A study of the University of Geneva (UNIGE), in Switzerland, provides a wealth of information about couples who met through dating apps. The results indicate that the pairs formed by applications have Coexistence intentions stronger than couples who meet in a non-digital environment.
What’s more, women who found their partner through a dating app have greater desires and intentions to have children. The study, published in the journal ‘Los One’, shows that these applications play an important role in the modification of the composition of couples by allowing further education.
Mobile apps have revolutionized the way people meet in recent years. Unlike traditional dating sites, these apps do not have detailed user profiles, but they rely heavily on photo ranking using a swipe review system.
As dating apps rose in popularity, so did criticism that they encourage only casual dating, threaten the existence of a long-term commitment, and possibly damage the quality of intimacy. However, there is no scientific evidence to validate these claims.
The results reveal that, despite fears about the deterioration of the quality of relationships, couples who met on dating apps express the same level of satisfaction as others about their relationship.
Last but not least, the study shows that these applications play an important role in modifying the composition of couples by allow for more politely diverse and geographically distant couples.
“The Internet is profoundly transforming the dynamics of how people meet,” confirms Gina Monarch, researcher at the Institute of Demography and Socioeconomic of the Faculty of Social Sciences of UNIGE, and holder of an Ambition research grant awarded by the National Foundation for Swiss Sciences to study the effects of digital forms of communication on the formation and classification of marriage. It provides an unprecedented abundance of meeting opportunities and involves minimal effort and no third party intervention. ”
These new dating technologies include smartphone apps like Tinder or Grindr, where users select partners by browsing and swiping over images.
The researcher decided to study the intentions of couples to form a family, the satisfaction of their relationship and individual well-being, as well as to evaluate the composition of the couple. Dr Monarch used a 2018 family survey conducted by the Swiss Federal Statistical Office. The analysis presented in this study analyzes a sub sample of 3,235 people over the age of 18 who were in a relationship and who had met their partner in the last decade.

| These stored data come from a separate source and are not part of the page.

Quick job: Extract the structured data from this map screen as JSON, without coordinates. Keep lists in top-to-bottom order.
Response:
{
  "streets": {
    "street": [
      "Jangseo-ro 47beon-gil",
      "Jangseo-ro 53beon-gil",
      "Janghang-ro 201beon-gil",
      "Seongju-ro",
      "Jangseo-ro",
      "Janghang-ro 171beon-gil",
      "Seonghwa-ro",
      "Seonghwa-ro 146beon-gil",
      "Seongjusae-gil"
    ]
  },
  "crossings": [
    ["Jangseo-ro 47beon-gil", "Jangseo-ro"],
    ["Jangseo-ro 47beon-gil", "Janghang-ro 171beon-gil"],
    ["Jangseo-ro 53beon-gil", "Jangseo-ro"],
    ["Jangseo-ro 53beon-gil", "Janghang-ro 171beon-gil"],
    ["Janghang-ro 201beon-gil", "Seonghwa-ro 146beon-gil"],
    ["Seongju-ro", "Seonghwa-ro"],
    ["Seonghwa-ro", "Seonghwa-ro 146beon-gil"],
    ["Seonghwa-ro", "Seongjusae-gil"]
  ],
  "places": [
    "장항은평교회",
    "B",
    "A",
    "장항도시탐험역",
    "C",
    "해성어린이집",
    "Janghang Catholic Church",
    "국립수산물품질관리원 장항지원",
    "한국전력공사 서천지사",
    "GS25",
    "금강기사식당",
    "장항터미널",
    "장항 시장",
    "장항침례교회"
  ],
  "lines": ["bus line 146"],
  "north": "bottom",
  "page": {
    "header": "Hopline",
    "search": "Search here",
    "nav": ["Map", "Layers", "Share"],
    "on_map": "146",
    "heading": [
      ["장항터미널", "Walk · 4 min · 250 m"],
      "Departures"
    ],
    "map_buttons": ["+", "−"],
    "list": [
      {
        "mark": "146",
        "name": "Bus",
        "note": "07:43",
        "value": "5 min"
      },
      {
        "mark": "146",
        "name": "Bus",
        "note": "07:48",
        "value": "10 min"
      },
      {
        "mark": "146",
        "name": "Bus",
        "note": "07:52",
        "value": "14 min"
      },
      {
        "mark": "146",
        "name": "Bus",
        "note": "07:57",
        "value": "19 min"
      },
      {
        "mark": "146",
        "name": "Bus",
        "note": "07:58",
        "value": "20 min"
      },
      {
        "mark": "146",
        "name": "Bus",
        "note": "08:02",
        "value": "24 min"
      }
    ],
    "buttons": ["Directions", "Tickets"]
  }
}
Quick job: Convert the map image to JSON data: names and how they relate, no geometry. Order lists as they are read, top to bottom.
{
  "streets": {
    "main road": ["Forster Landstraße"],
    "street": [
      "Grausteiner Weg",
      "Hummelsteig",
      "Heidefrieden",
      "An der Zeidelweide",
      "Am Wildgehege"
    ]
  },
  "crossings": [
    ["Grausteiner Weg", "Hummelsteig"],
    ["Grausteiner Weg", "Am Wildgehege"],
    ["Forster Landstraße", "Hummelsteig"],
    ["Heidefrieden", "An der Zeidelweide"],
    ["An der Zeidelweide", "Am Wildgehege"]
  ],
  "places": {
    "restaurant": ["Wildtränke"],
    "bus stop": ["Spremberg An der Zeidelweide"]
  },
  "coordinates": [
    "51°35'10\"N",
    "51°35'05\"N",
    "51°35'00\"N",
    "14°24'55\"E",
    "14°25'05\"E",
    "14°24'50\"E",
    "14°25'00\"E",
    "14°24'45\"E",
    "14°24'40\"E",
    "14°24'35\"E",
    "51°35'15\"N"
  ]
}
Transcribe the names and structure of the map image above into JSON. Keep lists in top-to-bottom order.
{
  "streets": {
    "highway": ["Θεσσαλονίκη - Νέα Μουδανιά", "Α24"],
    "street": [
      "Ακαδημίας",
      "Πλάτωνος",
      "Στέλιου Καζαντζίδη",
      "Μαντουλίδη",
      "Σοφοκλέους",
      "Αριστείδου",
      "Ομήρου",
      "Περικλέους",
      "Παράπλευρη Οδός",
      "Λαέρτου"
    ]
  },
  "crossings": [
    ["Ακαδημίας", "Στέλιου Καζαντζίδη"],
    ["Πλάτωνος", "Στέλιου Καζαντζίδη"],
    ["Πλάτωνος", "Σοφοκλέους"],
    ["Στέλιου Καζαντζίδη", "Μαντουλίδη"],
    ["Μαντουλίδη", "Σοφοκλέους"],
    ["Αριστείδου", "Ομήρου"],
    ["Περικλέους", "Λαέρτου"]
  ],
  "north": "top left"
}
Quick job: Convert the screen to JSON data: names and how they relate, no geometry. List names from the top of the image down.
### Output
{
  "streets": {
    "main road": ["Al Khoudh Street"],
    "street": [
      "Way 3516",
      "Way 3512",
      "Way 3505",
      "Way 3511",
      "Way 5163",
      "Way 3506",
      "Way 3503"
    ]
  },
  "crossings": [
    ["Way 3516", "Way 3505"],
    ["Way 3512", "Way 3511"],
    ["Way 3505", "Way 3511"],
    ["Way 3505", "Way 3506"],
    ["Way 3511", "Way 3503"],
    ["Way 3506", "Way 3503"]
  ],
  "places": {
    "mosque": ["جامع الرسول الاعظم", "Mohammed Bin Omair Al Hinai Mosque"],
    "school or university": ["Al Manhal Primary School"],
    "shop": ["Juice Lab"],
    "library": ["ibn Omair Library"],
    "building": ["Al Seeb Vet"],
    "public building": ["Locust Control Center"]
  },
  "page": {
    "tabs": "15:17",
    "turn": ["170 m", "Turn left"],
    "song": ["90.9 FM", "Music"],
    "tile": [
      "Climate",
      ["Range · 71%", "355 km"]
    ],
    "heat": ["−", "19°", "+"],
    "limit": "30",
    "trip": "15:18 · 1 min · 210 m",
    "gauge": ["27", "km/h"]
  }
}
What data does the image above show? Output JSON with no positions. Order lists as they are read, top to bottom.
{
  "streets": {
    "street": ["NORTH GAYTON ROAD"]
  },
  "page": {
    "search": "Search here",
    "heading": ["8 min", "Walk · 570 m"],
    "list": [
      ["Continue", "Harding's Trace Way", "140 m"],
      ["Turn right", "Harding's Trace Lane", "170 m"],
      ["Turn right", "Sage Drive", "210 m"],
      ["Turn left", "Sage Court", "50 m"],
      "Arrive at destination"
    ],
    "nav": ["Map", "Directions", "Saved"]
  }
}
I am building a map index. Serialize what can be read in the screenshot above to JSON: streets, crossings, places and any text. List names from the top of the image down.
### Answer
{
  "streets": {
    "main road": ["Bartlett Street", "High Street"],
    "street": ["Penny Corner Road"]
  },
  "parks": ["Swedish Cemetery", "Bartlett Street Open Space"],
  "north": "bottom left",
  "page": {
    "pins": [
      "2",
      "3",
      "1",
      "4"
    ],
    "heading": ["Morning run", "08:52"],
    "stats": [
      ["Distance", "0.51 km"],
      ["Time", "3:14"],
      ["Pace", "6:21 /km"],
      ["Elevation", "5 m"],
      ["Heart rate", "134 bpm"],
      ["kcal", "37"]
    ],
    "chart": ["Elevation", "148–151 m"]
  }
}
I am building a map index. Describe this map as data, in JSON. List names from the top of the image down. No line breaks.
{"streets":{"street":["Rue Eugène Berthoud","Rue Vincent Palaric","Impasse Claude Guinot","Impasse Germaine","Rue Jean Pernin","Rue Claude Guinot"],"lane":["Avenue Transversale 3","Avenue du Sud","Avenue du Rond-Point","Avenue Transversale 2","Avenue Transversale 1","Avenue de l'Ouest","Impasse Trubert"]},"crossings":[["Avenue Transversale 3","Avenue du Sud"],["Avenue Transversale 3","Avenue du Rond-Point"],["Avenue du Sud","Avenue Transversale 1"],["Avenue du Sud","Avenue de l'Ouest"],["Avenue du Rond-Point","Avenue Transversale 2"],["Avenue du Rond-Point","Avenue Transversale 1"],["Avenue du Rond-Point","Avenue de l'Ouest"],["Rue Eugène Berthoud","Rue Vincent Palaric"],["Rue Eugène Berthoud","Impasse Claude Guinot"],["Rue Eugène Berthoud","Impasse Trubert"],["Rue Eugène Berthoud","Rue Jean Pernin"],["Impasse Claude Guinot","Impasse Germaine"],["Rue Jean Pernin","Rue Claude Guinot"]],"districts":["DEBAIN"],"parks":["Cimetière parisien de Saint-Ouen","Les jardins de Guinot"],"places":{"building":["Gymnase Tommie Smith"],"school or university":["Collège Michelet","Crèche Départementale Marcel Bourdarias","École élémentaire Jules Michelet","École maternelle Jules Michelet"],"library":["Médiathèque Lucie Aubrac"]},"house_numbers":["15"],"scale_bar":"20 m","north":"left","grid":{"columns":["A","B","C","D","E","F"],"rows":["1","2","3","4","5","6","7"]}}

The doctor found that dating websites, the digital tools for meeting partners that preceded the apps, primarily attracted people over 40 and / or divorced looking for romance.
“By eliminating the lengthy questionnaires, self-descriptions and personality tests that dating website users typically complete to create a profile, dating apps are much easier to use,” he adds. This normalized the act of online dating and opened up use among younger people. Categories of the population “.
Dr. Monarch tried to find out if the couples who met on dating apps had different intentions to start a family. The results show that the couples that formed after meeting in one application were more motivated by the idea of living together than others.
“The study does not say whether their ultimate intention was to live together in the long or short term, but since there is no difference in the intention to marry and that marriage is still a central institution in Switzerland, some of these couples are likely to see cohabitation as a trial period before marriage, “he explains.” It’s a pragmatic approach in a country where the divorce rate is consistently around 40%. ”
Additionally, women in couples who were formed through dating apps mentioned that they wanted and planned to have a child in the near future, more than with any other form of encounter.
But what do couples who met in this way think about the quality of their relationship? The study shows that regardless of the context of the meeting, couples are equally satisfied with their lives and the quality of their relationship.
The study highlights a final aspect. Dating apps encourage mixing of different levels of education, especially among women with higher education and men with lower education.
Members who have more diversified socio-educational profiles “they may have to do with selection methods that focus primarily on the visual”says the researcher. Since users can easily connect with partners in their immediate region (but also in other spaces as they move), the apps make it easy to meet people more than 30 minutes away, leading to an increase in relationships. Long distance.
“Knowing that dating apps have likely become even more popular during this year’s periods of confinement and social distancing, it is comforting to dismiss alarming concerns about the long-term effects of using these tools,” concludes Dr. Monarch.
Eddie is an Australian news reporter with over 9 years in the industry and has published on Forbes and tech crunch.